With sustainability being a global concern, green requirements such as EDGE are more achievable today than ever before. However, achieving net zero carbon emissions remains a challenge that the industry must tackle. In Africa, the global requirements for environmental, social, and governance (ESG) factors often contrast with local abilities. While local content is required, it is equally important to focus on skills transfer and hands-on involvement to ensure ESG objectives are met.

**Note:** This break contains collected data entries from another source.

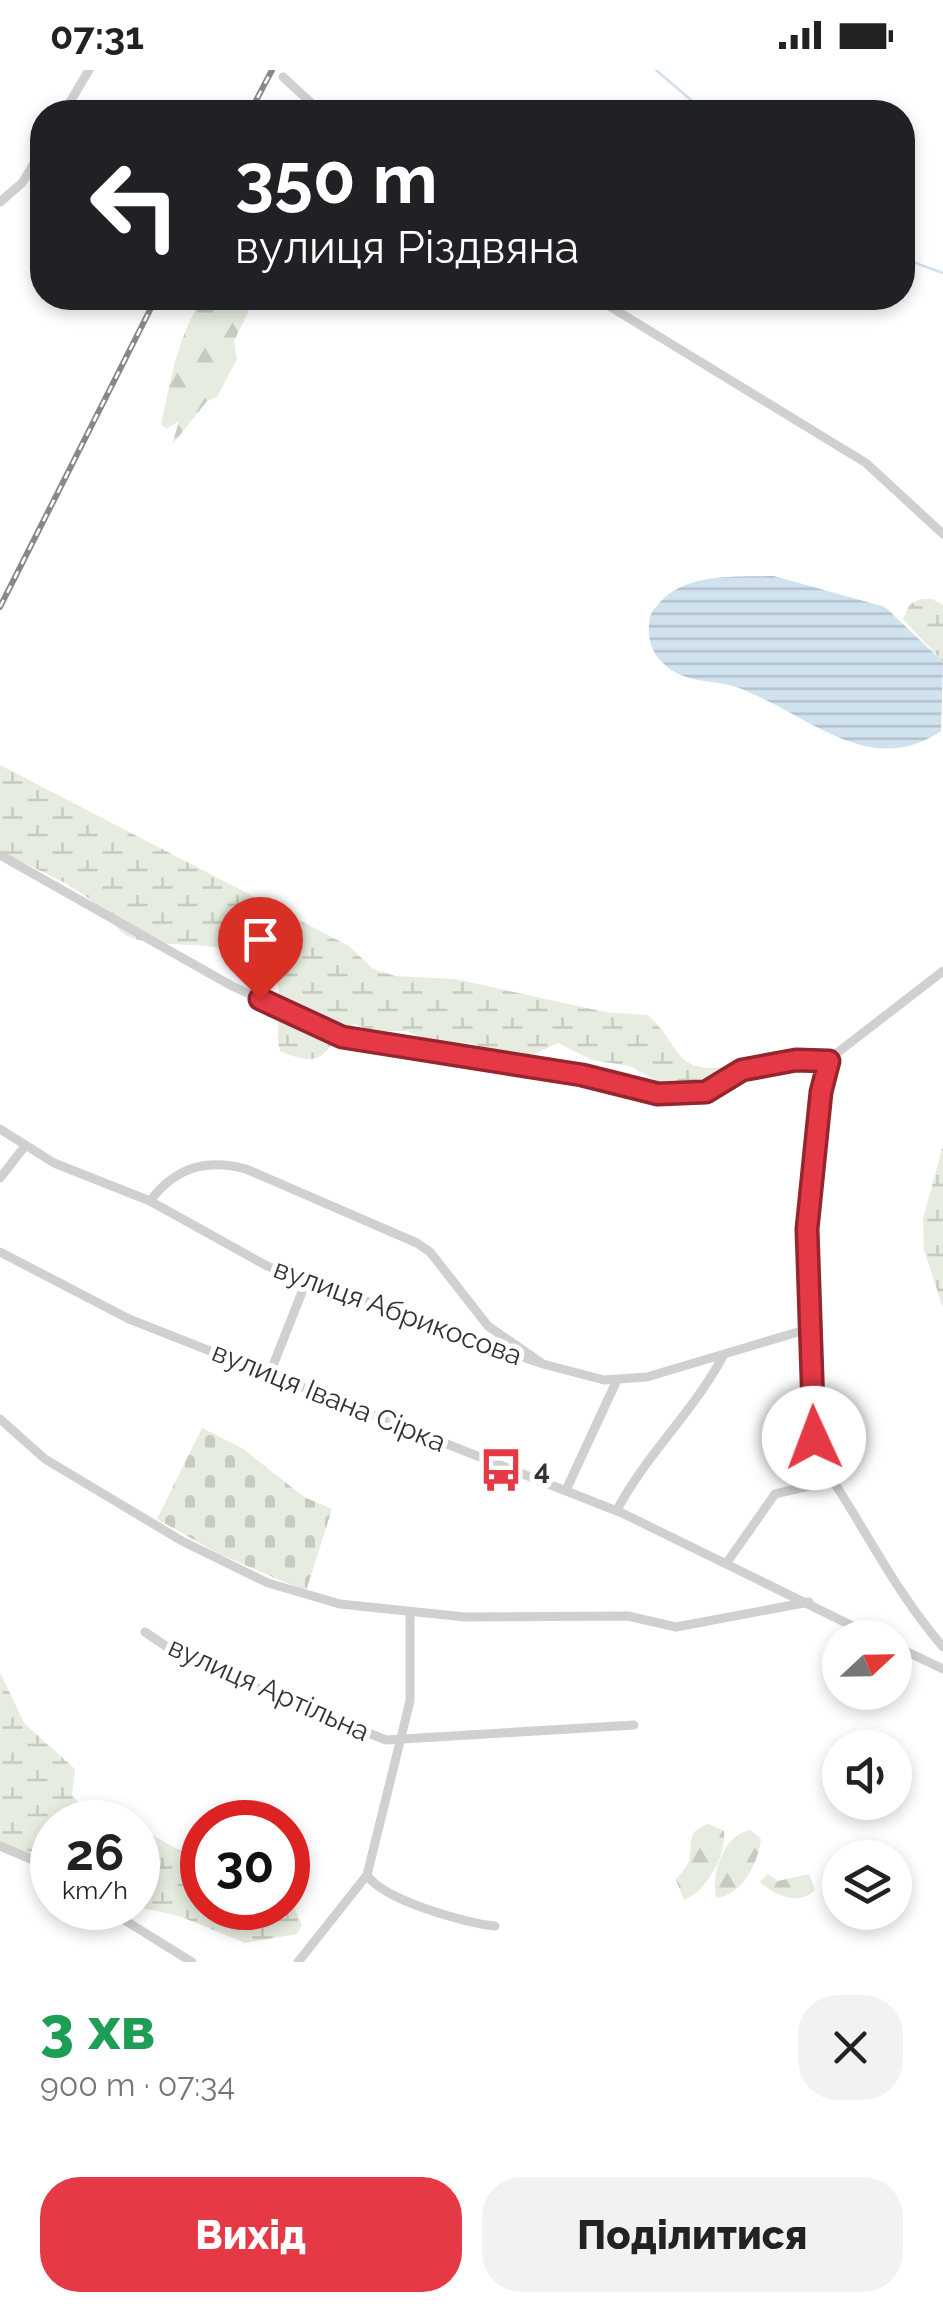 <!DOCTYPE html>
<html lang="uk">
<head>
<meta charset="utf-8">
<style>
  :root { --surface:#fff; --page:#f2f2f2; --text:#222; --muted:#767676; --accent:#e63946 }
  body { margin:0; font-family:Raleway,sans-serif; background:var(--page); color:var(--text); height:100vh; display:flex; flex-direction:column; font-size:38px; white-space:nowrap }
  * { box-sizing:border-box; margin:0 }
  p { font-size:32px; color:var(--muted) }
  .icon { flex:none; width:55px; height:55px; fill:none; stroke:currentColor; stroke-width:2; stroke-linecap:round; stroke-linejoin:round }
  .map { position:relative; height:1892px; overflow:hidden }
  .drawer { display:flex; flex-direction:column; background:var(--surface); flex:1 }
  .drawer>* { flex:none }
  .banner { position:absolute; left:30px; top:30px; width:885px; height:210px; border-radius:40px; box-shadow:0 5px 15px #0003; background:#202124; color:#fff; overflow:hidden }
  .needle { width:65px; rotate:68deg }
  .buttons { position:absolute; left:822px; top:1550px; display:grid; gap:20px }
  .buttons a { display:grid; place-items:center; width:90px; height:90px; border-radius:50%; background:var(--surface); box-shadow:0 5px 15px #0003; font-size:50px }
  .speed { position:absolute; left:30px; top:1730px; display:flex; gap:20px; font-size:50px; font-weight:700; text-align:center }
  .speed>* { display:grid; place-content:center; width:130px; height:130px; border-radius:50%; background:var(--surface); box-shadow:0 5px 15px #0003; line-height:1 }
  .speed small { font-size:25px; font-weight:400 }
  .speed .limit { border:15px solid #d22; background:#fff; color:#111 }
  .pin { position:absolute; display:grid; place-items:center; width:85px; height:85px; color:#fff; margin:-102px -42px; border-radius:50% 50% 50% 0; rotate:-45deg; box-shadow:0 0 10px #0007 }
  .pin .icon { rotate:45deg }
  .me { position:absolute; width:110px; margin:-55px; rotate:358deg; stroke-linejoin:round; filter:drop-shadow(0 0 8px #0008) }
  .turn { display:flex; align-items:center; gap:35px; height:210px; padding:0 40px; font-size:45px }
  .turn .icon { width:130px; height:130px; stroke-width:2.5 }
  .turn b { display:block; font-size:70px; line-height:85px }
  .round { display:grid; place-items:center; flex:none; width:105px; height:105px; border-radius:40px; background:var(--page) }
  .overview { display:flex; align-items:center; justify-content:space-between; height:170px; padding:0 40px }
  h1 { font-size:60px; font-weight:800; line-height:75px; color:#1e9e55 }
  .action { display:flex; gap:20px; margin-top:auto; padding:20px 40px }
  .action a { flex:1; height:115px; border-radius:40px; background:var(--accent); color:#fff; font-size:40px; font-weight:800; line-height:115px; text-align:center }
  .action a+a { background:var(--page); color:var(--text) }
  .status { display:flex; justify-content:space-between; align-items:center; height:70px; padding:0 50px; background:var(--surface); direction:ltr }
  .status svg { height:28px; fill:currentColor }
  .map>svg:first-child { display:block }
  .forest { fill:url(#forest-firs) }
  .wetland { fill:url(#wetland-marsh) }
  .cemetery { fill:url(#cemetery-stones) }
  .water { fill:url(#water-rules) }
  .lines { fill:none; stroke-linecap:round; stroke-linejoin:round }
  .stream { stroke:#cfe2ee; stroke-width:2.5 }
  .minor { stroke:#d0d0d0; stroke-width:9 }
  .rail-casing { stroke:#888; stroke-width:6 }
  .rail { stroke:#fff; stroke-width:2.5; stroke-dasharray:8; stroke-linecap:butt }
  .route-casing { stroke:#96252e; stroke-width:25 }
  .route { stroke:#e63946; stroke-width:18 }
  .labels { text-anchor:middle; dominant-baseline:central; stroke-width:10; stroke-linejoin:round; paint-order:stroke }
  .street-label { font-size:28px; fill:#333; stroke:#fff }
  .poi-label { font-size:28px; font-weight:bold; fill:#333; stroke:#fff; text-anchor:start }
</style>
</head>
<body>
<div class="status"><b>07:31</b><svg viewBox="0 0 49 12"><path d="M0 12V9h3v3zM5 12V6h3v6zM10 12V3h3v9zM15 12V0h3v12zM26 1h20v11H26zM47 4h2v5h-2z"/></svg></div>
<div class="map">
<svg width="943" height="1892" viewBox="0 0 943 1892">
  <defs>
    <pattern id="forest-firs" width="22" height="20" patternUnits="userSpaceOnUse" patternTransform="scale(2.5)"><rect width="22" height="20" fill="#e6ecdf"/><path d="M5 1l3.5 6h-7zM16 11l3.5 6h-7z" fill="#c6cbc0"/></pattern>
    <pattern id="wetland-marsh" width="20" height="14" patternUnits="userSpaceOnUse" patternTransform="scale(2.5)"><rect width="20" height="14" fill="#e6ecdf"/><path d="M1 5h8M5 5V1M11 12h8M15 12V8" fill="none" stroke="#c6cbc0"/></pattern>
    <pattern id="cemetery-stones" width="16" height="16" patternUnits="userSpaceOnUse" patternTransform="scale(2.5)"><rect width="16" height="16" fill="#e6ecdf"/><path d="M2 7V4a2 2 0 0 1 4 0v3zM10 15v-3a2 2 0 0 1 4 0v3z" fill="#c6cbc0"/></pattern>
    <pattern id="water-rules" width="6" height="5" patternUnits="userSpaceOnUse" patternTransform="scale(2.5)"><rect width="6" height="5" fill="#cfe2ee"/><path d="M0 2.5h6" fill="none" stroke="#b2c2cd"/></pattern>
  </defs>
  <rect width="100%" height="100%" fill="#fff"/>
  <g class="forest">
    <path d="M203 228H255L234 271 237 289 217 327 207 331 172 375 179 351 166 359 161 354C171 310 178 264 203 228Z"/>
    <path d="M709 1754 724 1761C726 1786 707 1821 684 1830L676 1810C680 1803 688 1797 690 1788 692 1769 687 1761 709 1754Z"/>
    <path d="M750 1760 761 1769C758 1793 742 1826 716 1828 711 1803 723 1766 750 1760Z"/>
    <path d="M768 1804 778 1811 809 1804 815 1820C798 1836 776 1826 760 1812Z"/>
  </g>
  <g class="wetland">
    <polygon points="921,529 932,529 943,535 943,592 903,549 910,534"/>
    <path d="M0 695 349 876 373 899 395 906 455 909 605 942 648 945C687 982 669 1005 741 996L727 1006 682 1018 662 1014 630 996 592 990 558 973 522 990 470 973H433L407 961H373L354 954C321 975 331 1003 280 981 273 958 286 927 274 906 252 867 175 879 139 870 120 865 116 856 104 843 77 812 35 801 0 781Z"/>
    <polygon points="943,1075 943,1238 924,1180 923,1149"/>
    <polygon points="0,1602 24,1653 75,1699 72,1725 80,1734 132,1752 52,1752 52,1792 0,1773"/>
    <polygon points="138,1757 202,1793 202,1838 288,1838 288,1824 302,1855 297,1864 245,1873 179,1846 138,1837"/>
  </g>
  <polygon class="cemetery" points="202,1358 242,1378 304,1427 332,1439 306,1521 219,1484 157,1449"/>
  <path class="water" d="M774 506 885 537 943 592 941 661C868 711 805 641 736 617 711 609 685 614 664 594 649 581 647 564 650 546 675 501 729 507 774 506Z"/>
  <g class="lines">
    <g class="stream">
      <polyline points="656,0 705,42"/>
      <polyline points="902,188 943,203"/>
    </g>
    <g class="minor">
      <polyline points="283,7 321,42"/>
      <polyline points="64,42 89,0"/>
      <polyline points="0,132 22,113 42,80"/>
      <polyline points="596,228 866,393 943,464"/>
      <polyline points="0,785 232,916 342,967 470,985 658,1024 707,1022 742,1000 797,990 829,991"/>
      <path d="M943 901 837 983 826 1000 807 1159 812 1358C818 1391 835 1413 852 1441 881 1489 906 1534 943 1577"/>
      <polyline points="0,1059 54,1093 150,1131 267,1196 540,1293"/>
      <polyline points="0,1108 25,1076"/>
      <path d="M150 1131C175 1098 205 1088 246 1099L417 1173 430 1182 488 1256 543 1294 604 1310 647 1307 808 1259"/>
      <polyline points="0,1182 129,1249 622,1443 877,1568"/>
      <polyline points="270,1303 308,1207"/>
      <polyline points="0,1349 45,1389 182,1471 268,1513 340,1534 465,1547 628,1546 676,1557 809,1532"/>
      <polyline points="566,1420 617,1310"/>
      <path d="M617 1440C646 1385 693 1342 723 1286"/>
      <polyline points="728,1491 775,1424 830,1411"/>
      <polyline points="145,1562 167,1577 280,1628 386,1670 634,1655"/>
      <polyline points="895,1576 943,1599"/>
      <polyline points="0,1776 52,1798"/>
      <path d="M367 1805C383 1830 465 1853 495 1856"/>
      <polyline points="105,1838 192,1892"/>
      <polyline points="298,1892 367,1805 410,1631 410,1543"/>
    </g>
    <g class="rail-casing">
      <g id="rail">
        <polyline points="250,42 272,0"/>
        <polyline points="0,537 156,228"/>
      </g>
    </g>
    <use href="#rail" class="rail"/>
  </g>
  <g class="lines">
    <g class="route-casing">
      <polyline id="route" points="260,929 342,967 582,1005 658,1024 706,1022 742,1000 796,990 829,991 821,1022 807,1159 814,1368"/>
    </g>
    <use href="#route" class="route"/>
  </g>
  <defs>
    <g id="bus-bare" transform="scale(3.45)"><path d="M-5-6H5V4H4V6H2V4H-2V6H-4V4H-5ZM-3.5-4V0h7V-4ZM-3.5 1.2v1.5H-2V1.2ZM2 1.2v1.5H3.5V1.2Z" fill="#e63946" stroke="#fff" stroke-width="2.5" paint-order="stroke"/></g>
  </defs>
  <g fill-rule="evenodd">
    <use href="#bus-bare" x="501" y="1400"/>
  </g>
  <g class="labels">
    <g class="street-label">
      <text transform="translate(398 1242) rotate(20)">вулиця Абрикосова</text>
      <text transform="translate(329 1327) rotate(22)">вулиця Івана Сірка</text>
      <text transform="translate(269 1619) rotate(24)">вулиця Артільна</text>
    </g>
    <g class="poi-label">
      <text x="534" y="1400">4</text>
    </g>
  </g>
</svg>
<div class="buttons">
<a><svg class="needle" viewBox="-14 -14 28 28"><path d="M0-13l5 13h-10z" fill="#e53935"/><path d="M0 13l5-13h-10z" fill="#767676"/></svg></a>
<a><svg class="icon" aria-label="sound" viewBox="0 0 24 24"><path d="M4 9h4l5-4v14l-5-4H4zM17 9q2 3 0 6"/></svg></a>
<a><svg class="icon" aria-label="layers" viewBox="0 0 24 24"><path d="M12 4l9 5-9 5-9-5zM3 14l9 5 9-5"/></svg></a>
</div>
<div class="speed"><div>26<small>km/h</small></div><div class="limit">30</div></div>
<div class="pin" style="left:260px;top:929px;background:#d93025"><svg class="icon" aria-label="arrive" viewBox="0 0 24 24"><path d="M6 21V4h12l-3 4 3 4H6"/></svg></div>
<svg class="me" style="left:814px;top:1368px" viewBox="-20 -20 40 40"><circle r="19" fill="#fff"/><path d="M0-13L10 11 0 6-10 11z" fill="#e63946"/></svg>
<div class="banner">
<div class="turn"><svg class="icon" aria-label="left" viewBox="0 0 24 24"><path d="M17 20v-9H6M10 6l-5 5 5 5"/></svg><div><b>350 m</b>вулиця Різдвяна</div></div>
</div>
</div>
<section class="drawer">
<div class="overview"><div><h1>3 хв</h1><p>900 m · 07:34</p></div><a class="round"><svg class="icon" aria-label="close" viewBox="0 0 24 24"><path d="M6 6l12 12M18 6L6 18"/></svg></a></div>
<div class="action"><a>Вихід</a><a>Поділитися</a></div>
</section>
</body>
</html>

Developing and project managing successful hospitality and hotel projects in Africa requires a deep understanding of the unique challenges and opportunities the continent presents. For a project to be successful, planning upfront is essential. This includes defining Africa specifications, streamlining technical approvals, securing direct supply items upfront, selecting experienced construction experts, and ensuring that teams work well together.

It’s obvious that projects that go wrong and need to be ‘rescued’ by project experts are far more expensive and time consuming in the long run, so it’s best to avoid this situation by planning upfront and appointing the right team for the right project.

By focusing on the three P’s of hotel development – procurement, procurement, procurement – and leveraging the knowledge of Development and Construction Project Managers with local experience, developers can set their projects up for success. With the right team, with effective procurement strategies, and with good collaboration with operators, Africa’s hospitality industry can thrive and contribute to the continent’s economic growth.